“I can’t tell you a thing,” declared Sallie. “I promised not to and I can’t. There is a sort of secret. It isn’t anything very bad. It’s just something that Doctor Rhodes thinks might make a difference in the attendance if it were known—Goodness! I’ve told you more now than I meant to. Please don’t talk about it, Henrietta.”

“Of course I won’t,” promised Henrietta, “but I’m just as curious as I can be and I’m going to pump poor old Abbie.”

But poor old Abbie showed unexpected strength of mind; she put her fingers into her ears and refused to listen to Henrietta’s blandishments.

“It ain’t for me,” said Abbie, “livin’ here like I be, to be givin’ things away to prying young persons like you and that Jane Pool child that’s always pesterin’ me about my past. I know what I know but you ain’t goin’ to.
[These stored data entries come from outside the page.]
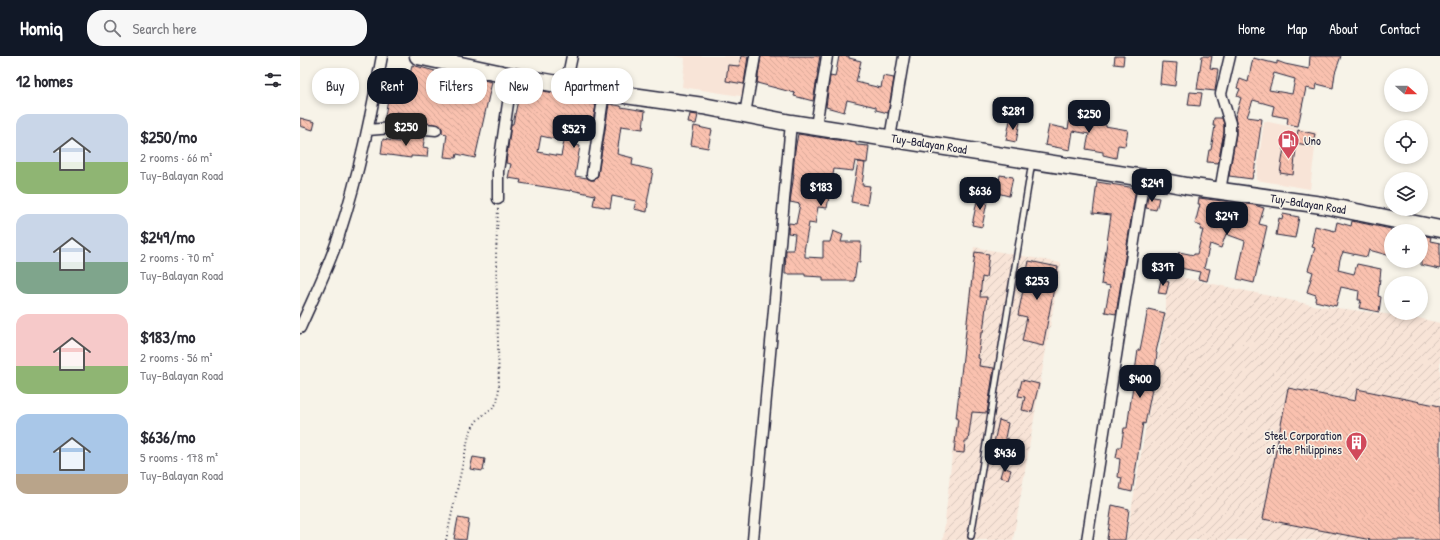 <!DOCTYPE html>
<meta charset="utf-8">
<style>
body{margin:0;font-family:"Patrick Hand",sans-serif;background:#f7f7f7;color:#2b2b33;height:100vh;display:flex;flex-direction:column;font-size:15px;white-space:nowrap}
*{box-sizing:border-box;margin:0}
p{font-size:13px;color:#7c7c81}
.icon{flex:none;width:22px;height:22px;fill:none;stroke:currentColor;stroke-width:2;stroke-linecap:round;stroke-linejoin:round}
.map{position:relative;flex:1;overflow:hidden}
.panel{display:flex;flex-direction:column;background:#fff;width:300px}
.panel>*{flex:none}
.hud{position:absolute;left:12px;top:12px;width:380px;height:36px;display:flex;gap:8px}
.needle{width:26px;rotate:111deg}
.tools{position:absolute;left:1084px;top:12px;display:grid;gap:8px}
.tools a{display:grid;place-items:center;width:44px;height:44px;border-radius:50%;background:#fff;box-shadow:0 2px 6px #0003;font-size:20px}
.price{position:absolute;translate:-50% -34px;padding:0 9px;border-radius:8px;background:#111827;color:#fff;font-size:13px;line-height:26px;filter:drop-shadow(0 1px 2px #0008)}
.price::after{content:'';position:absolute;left:50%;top:24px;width:12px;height:9px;margin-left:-6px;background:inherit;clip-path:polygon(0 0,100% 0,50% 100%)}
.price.current{background:#222;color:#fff}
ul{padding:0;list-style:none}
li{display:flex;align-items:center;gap:12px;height:100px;padding:0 16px}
li span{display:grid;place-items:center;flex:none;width:112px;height:80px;border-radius:12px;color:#555}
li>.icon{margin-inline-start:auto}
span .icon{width:48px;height:48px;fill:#fffc;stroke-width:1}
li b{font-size:17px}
h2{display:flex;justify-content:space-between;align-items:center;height:48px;padding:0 16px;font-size:17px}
.chip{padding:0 14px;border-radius:16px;background:#fff;box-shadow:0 2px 6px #0003;font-size:14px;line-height:36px}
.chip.current{background:#111827;color:#fff}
header{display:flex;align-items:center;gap:24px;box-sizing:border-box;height:56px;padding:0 20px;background:#111827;color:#fff}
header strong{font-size:19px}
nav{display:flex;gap:22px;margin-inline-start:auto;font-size:14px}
.search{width:280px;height:36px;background:#f7f7f7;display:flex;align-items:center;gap:10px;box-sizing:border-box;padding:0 14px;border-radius:16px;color:#7c7c81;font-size:15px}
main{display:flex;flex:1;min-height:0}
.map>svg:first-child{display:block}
.built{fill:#f8e4d7}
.industrial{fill:url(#industrial-furrows)}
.building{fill:url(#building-back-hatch);stroke:#22223b;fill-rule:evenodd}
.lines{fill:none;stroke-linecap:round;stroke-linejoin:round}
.lane-casing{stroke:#22223b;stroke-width:8}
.street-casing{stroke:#22223b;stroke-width:13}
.primary-casing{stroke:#22223b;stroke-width:19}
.path{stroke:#22223b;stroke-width:2;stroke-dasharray:1 3;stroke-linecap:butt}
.lane{stroke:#f7f3e8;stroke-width:5}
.street{stroke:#f7f3e8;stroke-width:10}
.primary{stroke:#f7f3e8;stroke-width:16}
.labels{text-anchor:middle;stroke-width:3;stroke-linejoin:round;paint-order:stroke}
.poi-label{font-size:12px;fill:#22223b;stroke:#f7f3e8;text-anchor:start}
.street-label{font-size:12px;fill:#22223b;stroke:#f7f3e8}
</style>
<header>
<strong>Homiq</strong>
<div class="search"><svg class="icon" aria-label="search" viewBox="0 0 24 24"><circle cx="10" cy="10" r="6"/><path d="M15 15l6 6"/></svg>Search here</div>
<nav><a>Home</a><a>Map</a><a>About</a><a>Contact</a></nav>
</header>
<main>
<section class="panel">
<h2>12 homes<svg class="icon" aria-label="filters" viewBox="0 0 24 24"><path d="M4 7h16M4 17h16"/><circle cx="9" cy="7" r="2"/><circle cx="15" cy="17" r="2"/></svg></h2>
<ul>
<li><span style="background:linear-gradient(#c9d6e8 60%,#8fb573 0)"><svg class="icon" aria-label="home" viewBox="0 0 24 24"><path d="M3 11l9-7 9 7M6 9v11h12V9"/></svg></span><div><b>$250/mo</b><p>2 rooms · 66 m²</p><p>Tuy-Balayan Road</p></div></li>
<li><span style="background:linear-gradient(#c9d6e8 60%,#7fa58c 0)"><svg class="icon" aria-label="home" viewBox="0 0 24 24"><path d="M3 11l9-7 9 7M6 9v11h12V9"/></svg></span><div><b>$249/mo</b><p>2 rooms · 70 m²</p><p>Tuy-Balayan Road</p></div></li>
<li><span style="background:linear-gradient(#f6c9c9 65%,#8fb573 0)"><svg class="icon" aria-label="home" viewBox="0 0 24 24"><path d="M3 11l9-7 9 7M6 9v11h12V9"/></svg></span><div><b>$183/mo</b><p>2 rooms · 56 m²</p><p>Tuy-Balayan Road</p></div></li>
<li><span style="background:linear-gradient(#a9c7e8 75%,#b9a48a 0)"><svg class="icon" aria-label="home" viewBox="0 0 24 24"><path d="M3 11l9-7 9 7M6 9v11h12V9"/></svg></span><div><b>$636/mo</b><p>5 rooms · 178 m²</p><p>Tuy-Balayan Road</p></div></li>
</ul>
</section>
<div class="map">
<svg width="1140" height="484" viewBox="0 0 1140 484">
<defs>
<pattern id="industrial-furrows" width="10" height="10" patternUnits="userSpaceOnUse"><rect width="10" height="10" fill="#f8e4d7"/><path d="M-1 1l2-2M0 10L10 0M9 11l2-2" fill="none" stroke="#d4c3b9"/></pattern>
<pattern id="building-back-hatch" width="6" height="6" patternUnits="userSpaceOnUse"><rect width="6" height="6" fill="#fac1af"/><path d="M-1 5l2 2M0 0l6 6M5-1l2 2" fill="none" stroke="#d6a697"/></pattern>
</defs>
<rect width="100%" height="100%" fill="#f7f3e8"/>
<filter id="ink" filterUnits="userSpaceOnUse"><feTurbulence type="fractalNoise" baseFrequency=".025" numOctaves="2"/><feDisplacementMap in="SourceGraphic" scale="8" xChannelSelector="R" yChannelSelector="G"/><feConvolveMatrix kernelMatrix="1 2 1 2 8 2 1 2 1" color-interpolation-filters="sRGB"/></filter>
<g filter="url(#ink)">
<path class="built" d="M374 0H452L447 41 382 31 385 2Z
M964 65 1017 76 1010 133 956 124Z"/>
<path class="industrial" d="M674 191 761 207 713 484H643Z
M871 219 1012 249 1118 262 1140 267V484H826L866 256V241Z"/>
<path class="building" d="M441 0H448L444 28 426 25 428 9 439 10Z
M461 0H520L517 17H518L513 45 494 40 495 37 457 27Z
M539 0H549V2L561 5 556 26 581 32 583 20 594 22 588 57 576 54V51L547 44 544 56 526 51 530 20 535 21Z
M815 0H824L823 9 814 8Z
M902 0H912L910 12 918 13 915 35 897 33Z
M1010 0H1041L1035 17 1033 32 1017 28 1016 34 1006 32 998 70 987 68 988 62 972 59 974 50 953 44 947 61 962 63 954 117H953L952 123 929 120 936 78V67L935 61 941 42 937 40 940 33 937 32 940 23 948 26 953 2 977 8V5L985 8 1009 13ZM974 17 995 23 992 38 969 34Z
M862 6 877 7 875 30 860 28Z
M112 9 135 15 129 38 161 46 167 20 192 26 175 102 157 98 156 102 144 101 147 78 142 77V72L139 69 113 65 114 60 96 56 94 65 84 66 89 37 83 36 88 14 110 19Z
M238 34 260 38 259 40 276 44V41L284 42 283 46 296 49 292 70 288 69 287 72 280 70 276 89 280 90 275 120 287 122 291 124H295L298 119 309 48 321 50V51L345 55 343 73 321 70 317 98 333 102 332 109 353 114 347 147H348L347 156 334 153 336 145 312 140 310 152 293 149 295 139 271 134V135L220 127 221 124 208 122 211 108 206 107 211 68H213L219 39 236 42ZM241 80 264 85 261 100 238 96Z
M890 36 902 37 900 50 888 49Z
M771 56 798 61 799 57 807 59 805 70 828 74 825 90 818 89 816 102 803 99V96L786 93 789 78 773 75 770 94 745 89 749 69 768 73Z
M390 58 398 59 396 68 388 67Z
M0 62 15 66 13 74 0 70Z
M914 62H922L924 68V76L918 107 907 106 909 94H911L915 70H913Z
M710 64 720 66 716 86 706 84Z
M394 70 412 74 408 92 391 89Z
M998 74 1015 78 1012 90 996 87Z
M100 78 125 80 123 91 128 92 127 101 111 100V102L81 98 83 83 99 86Z
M498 78 556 87V89L569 90 567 107 555 105 553 115 534 113 527 152 518 151 515 168 509 167 504 195H505V201L523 202V186H530L533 175 543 179 541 186H561L560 206H557L554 225H523V221L505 220V218H485L486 194H493L495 178 488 177 489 167 496 168 500 148 490 146 494 118H493L495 94Z
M984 92 996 93 993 119 980 117Z
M558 106 565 107 562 129 570 130 567 149 551 146Z
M700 119 713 121 709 140 697 137Z
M797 126 836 132 816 258 805 256 810 230 801 228 811 159 793 157Z
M678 140 688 141 682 171 672 169Z
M848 140 859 142 856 154 846 152Z
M899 142 954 149 964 152 959 168 967 170 954 227 937 223 945 185 926 178 921 192 910 188 904 212 910 213 907 225 898 223 900 216 875 211 879 196 894 199V198H897L903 174H900L901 170 895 168 900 148H898Z
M983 158 999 161 995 182 976 179 979 162 982 163Z
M1052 165 1091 173V200L1069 194 1067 201 1043 196 1040 203 1038 214 1054 218 1057 208 1081 213 1078 240 1081 241 1079 256 1059 252 1061 244H1058L1059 235 1041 231 1036 250 1015 245 1016 239 1007 236 1013 216 1008 214 1015 192 1012 191 1014 185H1012L1015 170 1035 175 1037 166 1051 170Z
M1121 179 1131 181 1130 185 1140 187V213L1121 209Z
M675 196 689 198 686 222 682 221 680 241H687L683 277H681L678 302 680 303 679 310 694 312 687 357 672 356 668 385H665L664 397 654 396 658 362H656Z
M729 205 758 211 743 290 722 285 727 261 718 259Z
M861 224 869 226 866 238 858 237Z
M848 253 865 257 856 296 857 297 855 315 853 314 850 333H852L845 368 843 367 832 436 820 433 822 422 818 421 820 403 816 402 818 391H821L824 372H827L838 294H840Z
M722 324 739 328 732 356 722 354 725 341 718 340Z
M988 332 1055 345 1057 333 1140 350V484H1071L963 463Z
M699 364 708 367 705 382 709 383 704 403 691 400Z
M173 401 185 403 183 415 170 413Z
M703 411 711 414 708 423 700 421Z
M812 449 829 453 825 484H808L807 483Z
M158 462 169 464 166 484 154 483Z"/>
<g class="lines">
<defs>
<path id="lane" d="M671 480 732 106"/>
<path id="street" d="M266 29 272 0
M445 58 455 0
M516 70 527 0
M68 74 104 71 136 74
M590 82 604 0
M292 118 304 36
M920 135 930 77V67L921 38 930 0
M198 143V115L212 20
M0 272C14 240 30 209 40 176 59 118 71 59 82 0
M453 484 491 67
M787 484 844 122"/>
<path id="primary" d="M118 0 212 20 304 36 403 50 491 67 844 122 886 130 1022 149 1140 173"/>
</defs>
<use href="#lane" class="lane-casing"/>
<use href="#street" class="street-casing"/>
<use href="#primary" class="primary-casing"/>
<path class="path" d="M146 484 169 379C177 359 184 361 197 347L199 332 196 199 198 152"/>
<use href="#lane" class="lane"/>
<use href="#street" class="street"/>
<use href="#primary" class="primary"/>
</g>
</g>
<defs>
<symbol id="fuel-pin" viewBox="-11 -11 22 30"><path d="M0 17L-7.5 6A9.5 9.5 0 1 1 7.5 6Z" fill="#d1495b" stroke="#f7f3e8"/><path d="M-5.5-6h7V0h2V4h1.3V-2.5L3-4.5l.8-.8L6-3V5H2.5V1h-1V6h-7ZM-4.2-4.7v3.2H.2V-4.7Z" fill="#fff"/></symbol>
<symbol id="building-pin" viewBox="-11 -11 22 30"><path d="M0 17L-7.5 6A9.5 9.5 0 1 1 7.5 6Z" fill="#d1495b" stroke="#f7f3e8"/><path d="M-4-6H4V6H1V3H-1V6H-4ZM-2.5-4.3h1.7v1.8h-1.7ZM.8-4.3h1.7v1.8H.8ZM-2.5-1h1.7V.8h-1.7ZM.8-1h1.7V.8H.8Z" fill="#fff"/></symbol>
</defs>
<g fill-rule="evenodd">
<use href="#fuel-pin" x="976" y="72" width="25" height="34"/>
<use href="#building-pin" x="1044" y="374" width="25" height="34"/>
</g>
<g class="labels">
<g class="poi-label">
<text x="1004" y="89">Uno</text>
<text x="1042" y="384" text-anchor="end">Steel Corporation<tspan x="1042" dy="14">of the Philippines</tspan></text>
</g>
<g class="street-label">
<text transform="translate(629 88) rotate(9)" y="4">Tuy-Balayan Road</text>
<text transform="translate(1008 148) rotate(9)" y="4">Tuy-Balayan Road</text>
</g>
</g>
</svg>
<div class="tools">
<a><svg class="needle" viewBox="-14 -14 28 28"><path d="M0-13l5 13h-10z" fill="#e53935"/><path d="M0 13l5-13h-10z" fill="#7c7c81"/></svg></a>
<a><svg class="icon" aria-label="locate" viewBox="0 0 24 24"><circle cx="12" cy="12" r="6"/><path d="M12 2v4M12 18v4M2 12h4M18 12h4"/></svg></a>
<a><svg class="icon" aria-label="layers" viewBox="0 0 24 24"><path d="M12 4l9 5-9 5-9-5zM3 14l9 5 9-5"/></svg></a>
<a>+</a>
<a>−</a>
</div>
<b class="price" style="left:713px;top:75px">$281</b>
<b class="price" style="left:789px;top:78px">$250</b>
<b class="price current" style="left:106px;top:91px">$250</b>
<b class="price" style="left:274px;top:93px">$527</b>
<b class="price" style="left:852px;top:147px">$249</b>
<b class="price" style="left:521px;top:151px">$183</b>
<b class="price" style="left:680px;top:155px">$636</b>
<b class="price" style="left:927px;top:180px">$247</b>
<b class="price" style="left:863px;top:231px">$317</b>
<b class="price" style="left:737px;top:245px">$253</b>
<b class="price" style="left:840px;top:343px">$400</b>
<b class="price" style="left:705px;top:417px">$436</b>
<div class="hud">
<a class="chip">Buy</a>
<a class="chip current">Rent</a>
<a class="chip">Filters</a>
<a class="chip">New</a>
<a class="chip">Apartment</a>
</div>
</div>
</main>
What you don’t know can’t hurt you.”

Every week, some time between three and five o’clock on Saturday afternoon, every pupil, not excepting even the lofty Seniors, was expected to visit the huge attic above the older portion of Highland Hall. Here, arranged in a neat border all around the big room, were the girls’ trunks. Only on Saturdays were the girls permitted to visit them—it seemed, Bettie said, almost like getting back home to see them again each week.

Near the windows were benches and numerous brushes and boxes of blacking. It was here that the girls blacked their shoes, or whitened them, according to their needs. Saturday, likewise, was the day for that.

The third Saturday after Christmas, Mabel, always a little awkward, lost her balance and fell backward into an open trunk. In her efforts to save herself she clutched things as she crashed through the flimsy tray. She came up with a ribbon belt in her hand. There was an odd buckle on the belt. Mabel looked at it curiously. Bettie, polishing one of her best black shoes glanced at it too. Then she looked at Mabel and lifted an inquiring eyebrow. Then both girls stooped to look at the name on the trunk. It was there in plain letters, “Gladys E. De Milligan.”

And then Gladys herself appeared suddenly at the top of the stairs with a second armful of clothing to store in her trunk. She flew at surprised Mabel like a small whirlwind and snatched the belt from her hand.

“What do you mean,” she stormed, “prying in my trunk! And taking my things. I caught you doing it—I’ll tell all the girls.”

“I didn’t pry in your trunk,” protested Mabel. “I just fell in. Goodness knows I didn’t want to skin my shoulder on your old trunk; and that belt is just what I got when I grabbed.”